And here we get into the actual semantical stupidity of special relativity, when people take it to literally mean the same thing as ontological reality. Is it smart to think the universe shrinks itself for our convenience to make that trip? No of course not. Is it not little bit smarter to realize we are really only talking about epistemological correlation between our definition of distance, isotropic C, simultaneity, and time measurements.
None of this means newtonian view is more correct. It is far far less correct.
I have always been under the impression that the observer on earth would be able to watch the whole trip unfold over a period of around 2 000 000 years and if the ship then returned they could then watch this as well. Are you saying that this is not the case and that in fact the ship can arrive long before the observer on earth can even consider seeing him and then return to earth before a person on earth can ever see the ship returning?
No that's not what it means. If you think the above comments through you can probably figure out how it works without anything passing past C in any plot. If not, I can explain it with more detail.

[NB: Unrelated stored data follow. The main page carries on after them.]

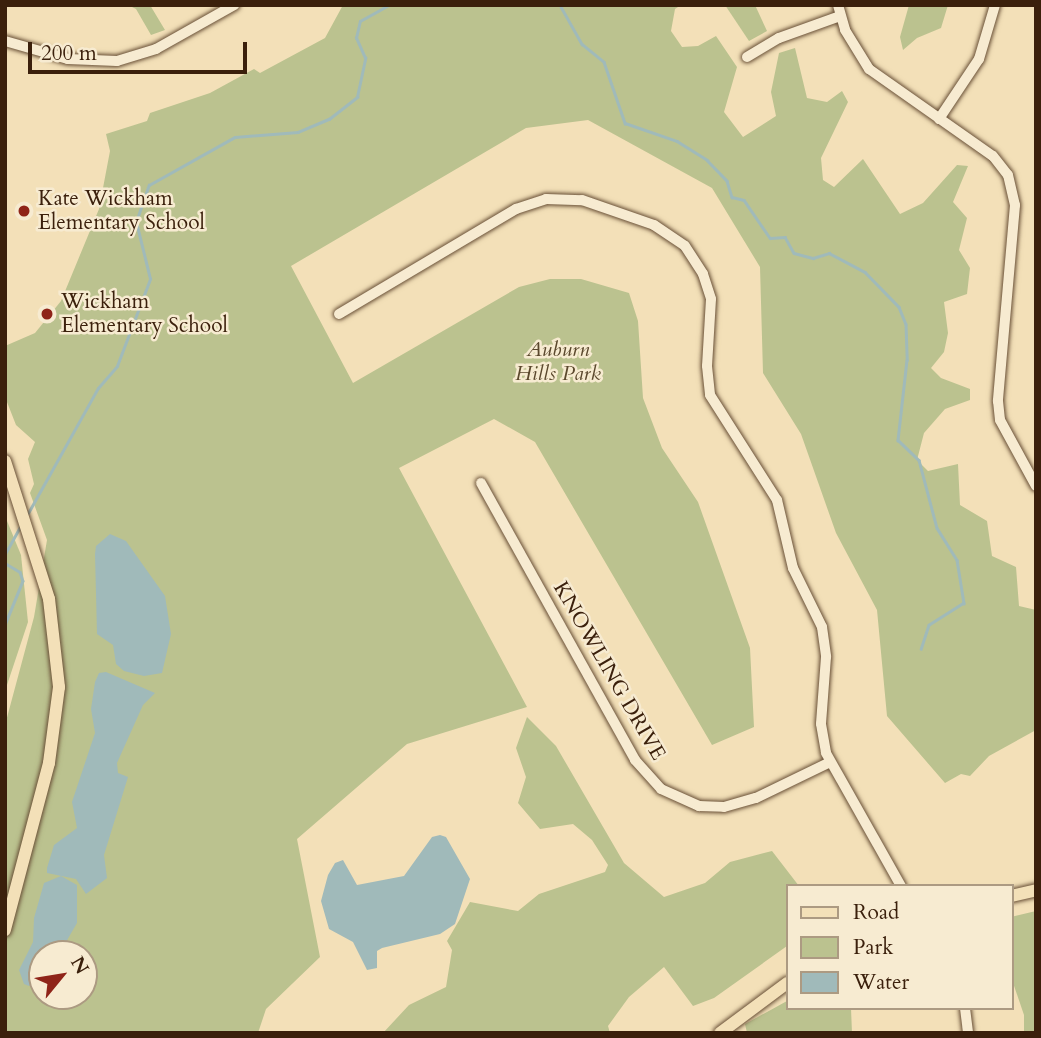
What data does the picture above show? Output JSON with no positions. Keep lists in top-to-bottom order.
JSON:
{
  "streets": {
    "street": ["KNOWLING DRIVE"]
  },
  "parks": ["Auburn Hills Park"],
  "places": ["Kate Wickham Elementary School", "Wickham Elementary School"],
  "legend": ["Road", "Park", "Water"],
  "scale_bar": "200 m",
  "north": "top right"
}
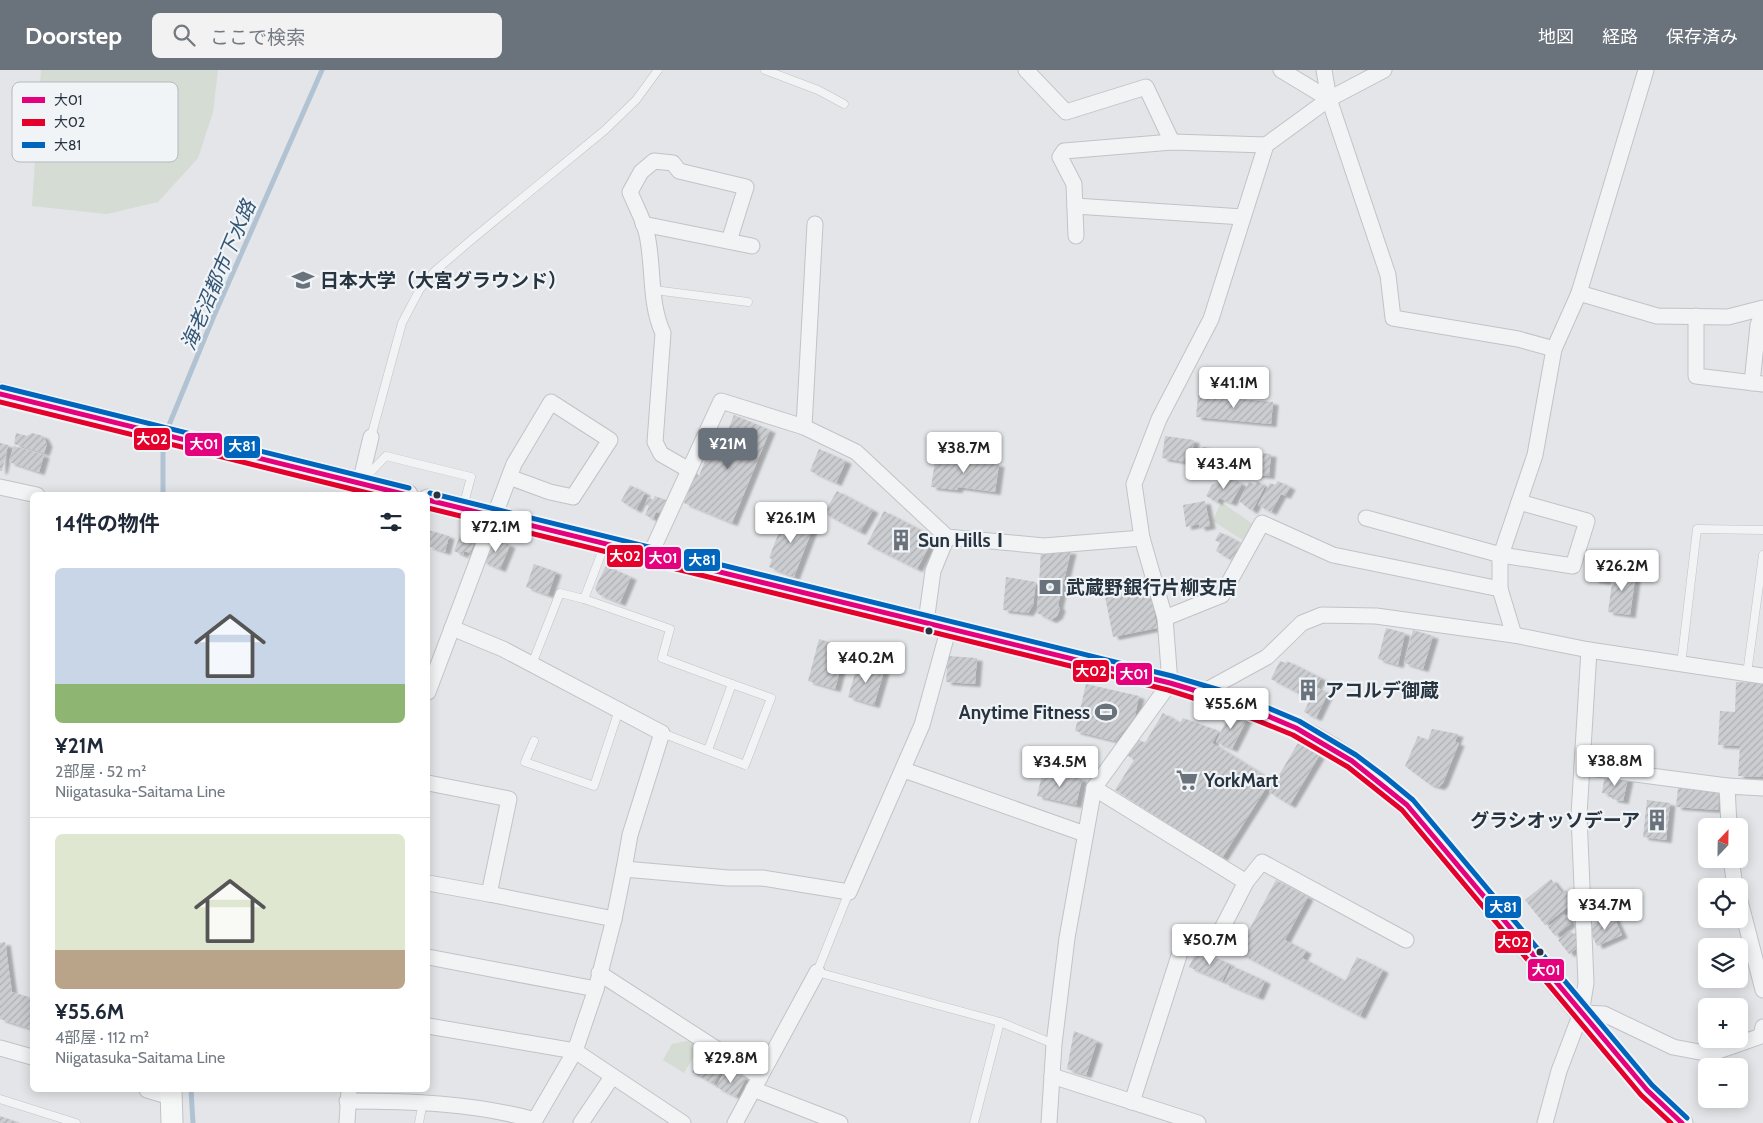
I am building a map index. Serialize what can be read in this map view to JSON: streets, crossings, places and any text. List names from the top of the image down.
{
  "water": ["海老沼都市下水路"],
  "places": {
    "school or university": ["日本大学（大宮グラウンド）"],
    "building": ["Sun HillsⅠ", "アコルデ御蔵", "グラシオッソデーア"],
    "bank": ["武蔵野銀行片柳支店"],
    "sports": ["Anytime Fitness"],
    "supermarket": ["YorkMart"]
  },
  "lines": ["transit line 大81", "transit line 大01", "transit line 大02"],
  "legend": ["大01", "大02", "大81"],
  "north": "top",
  "page": {
    "header": "Doorstep",
    "search": "ここで検索",
    "nav": ["地図", "経路", "保存済み"],
    "price": [
      "¥41.1M",
      "¥21M",
      "¥38.7M",
      "¥43.4M",
      "¥26.1M",
      "¥72.1M",
      "¥26.2M",
      "¥40.2M",
      "¥55.6M",
      "¥38.8M",
      "¥34.5M",
      "¥34.7M",
      "¥50.7M",
      "¥29.8M"
    ],
    "heading": "14件の物件",
    "list": [
      {
        "name": "¥21M",
        "note": "2部屋 · 52 m² · Niigatasuka-Saitama Line"
      },
      {
        "name": "¥55.6M",
        "note": "4部屋 · 112 m² · Niigatasuka-Saitama Line"
      }
    ],
    "map_buttons": ["+", "−"]
  }
}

This is represented by the dependence on x in the transformation on the time axis and an assumption about when to call events simultaneous in the experiment. But I am wondering, are you saying that this is also just an illusion as well, and that when the time that it takes for light to travel is considered, then any time dilation will also vanish?
No, I'm just saying that any possible setup proposing to measure the one way speed of light, must propose what is the simultaneity of events; typically it is just tacitly assumed (without the proposer even realizing he is making that assumption) to be the lab-frame reference, which is the same thing as assuming isotropic C. A very short circle of belief.

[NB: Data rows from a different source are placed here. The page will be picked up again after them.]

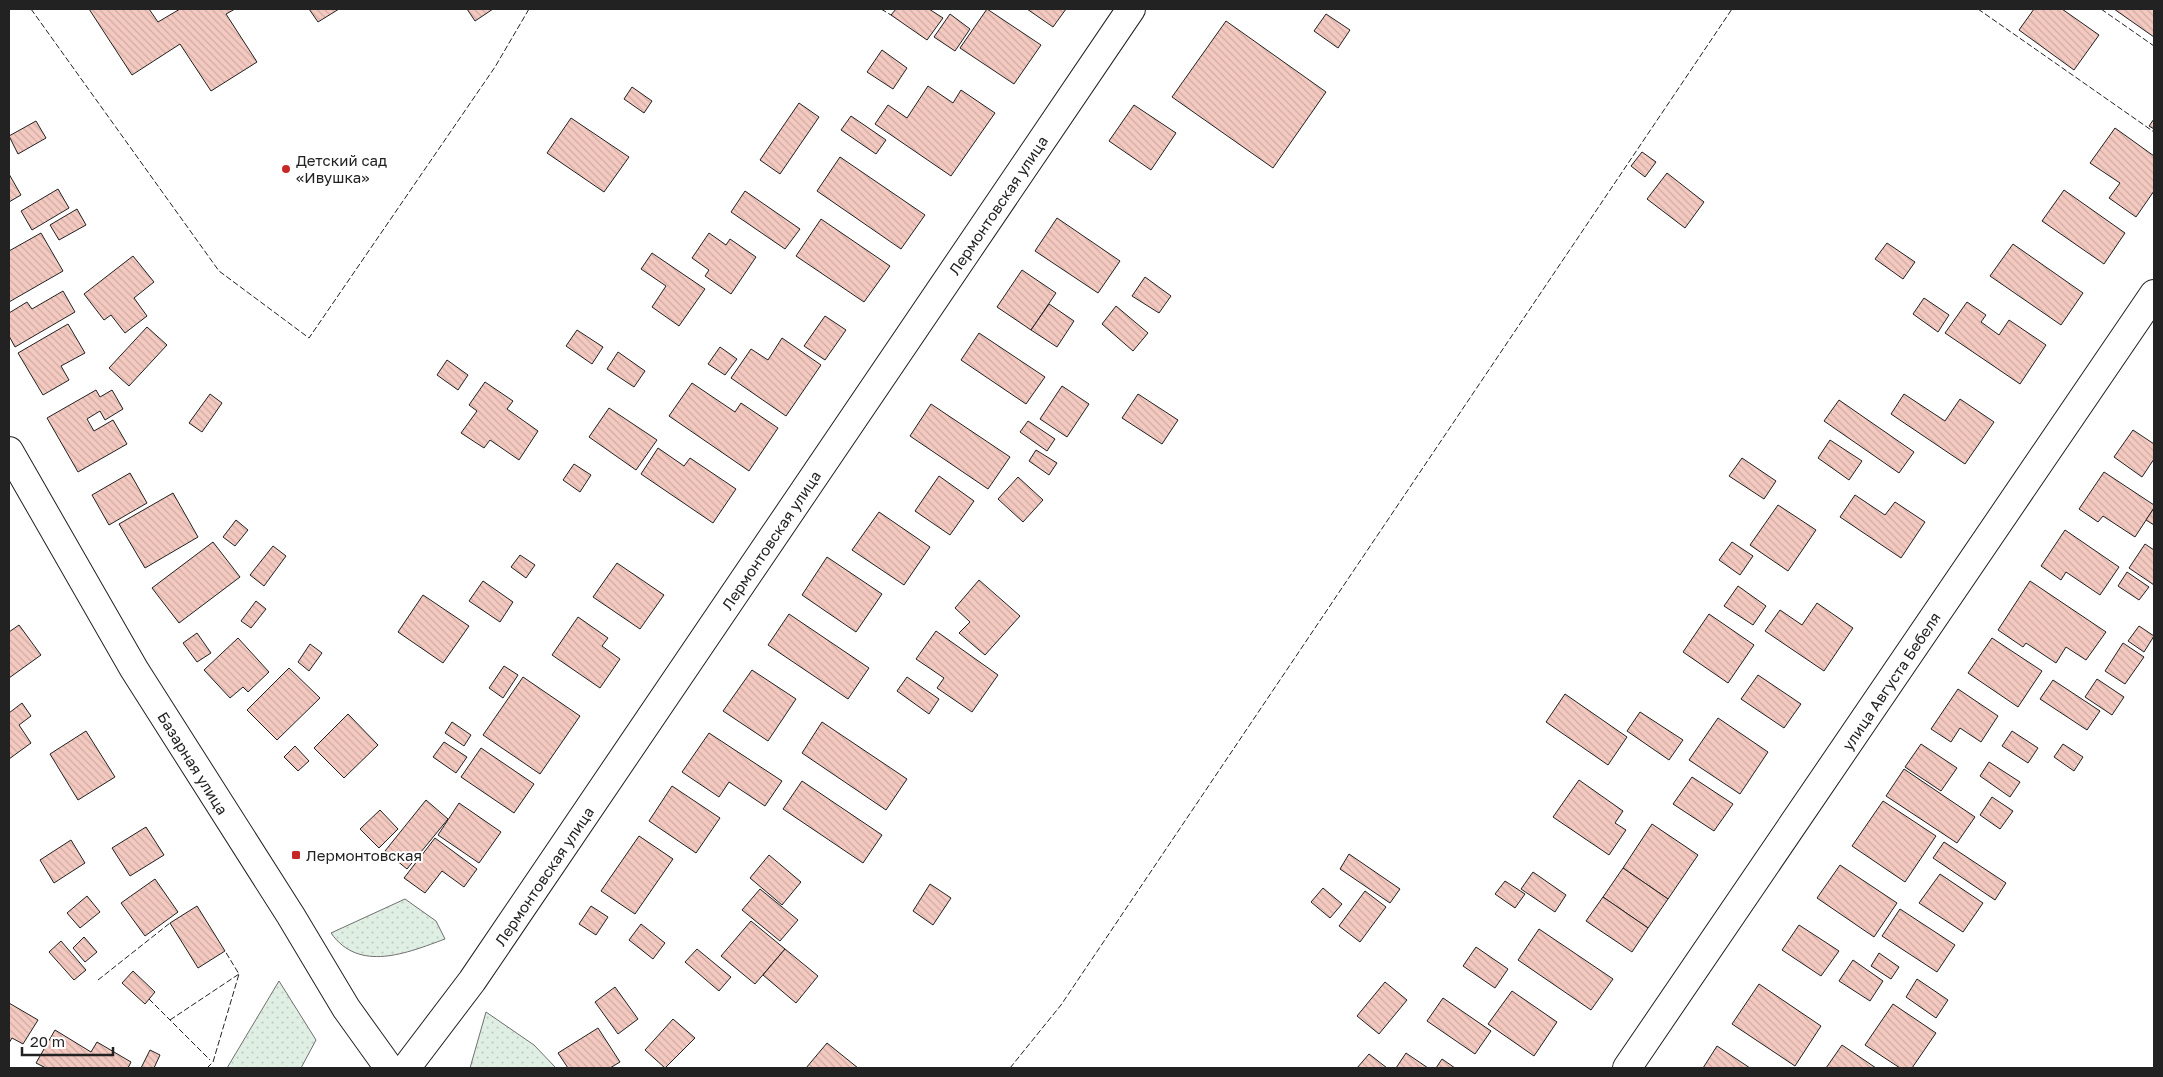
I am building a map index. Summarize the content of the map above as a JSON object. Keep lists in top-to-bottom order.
{
  "streets": {
    "main road": ["Лермонтовская улица", "улица Августа Бебеля", "Базарная улица"]
  },
  "places": {
    "other": ["Детский сад «Ивушка»"],
    "transit": ["Лермонтовская"]
  },
  "scale_bar": "20 m"
}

If you understand fully the mechanism with which that ship makes it over 2 000 000 ly in 28 years in its own time, you can understand how that same idea extends to infinity. The ship can keep accelerating without running into any universal speed barriers. At any point of the trip, we could start considering the inertial frame of the ship as being in rest, and repeat the same thought experiment to some place that is in 2 000 000 ly away in terms of that frame, rinse and repeat, ad infinitum.
The flip side of that fact is that the concept of a "center frame" is meaningless. That is exactly the same thing as saying you cannot establish the simultaneity of two separated events. And thats the same thing as saying you can't measure one-way speed of light. And it's the same thing as saying there's no preferred frame.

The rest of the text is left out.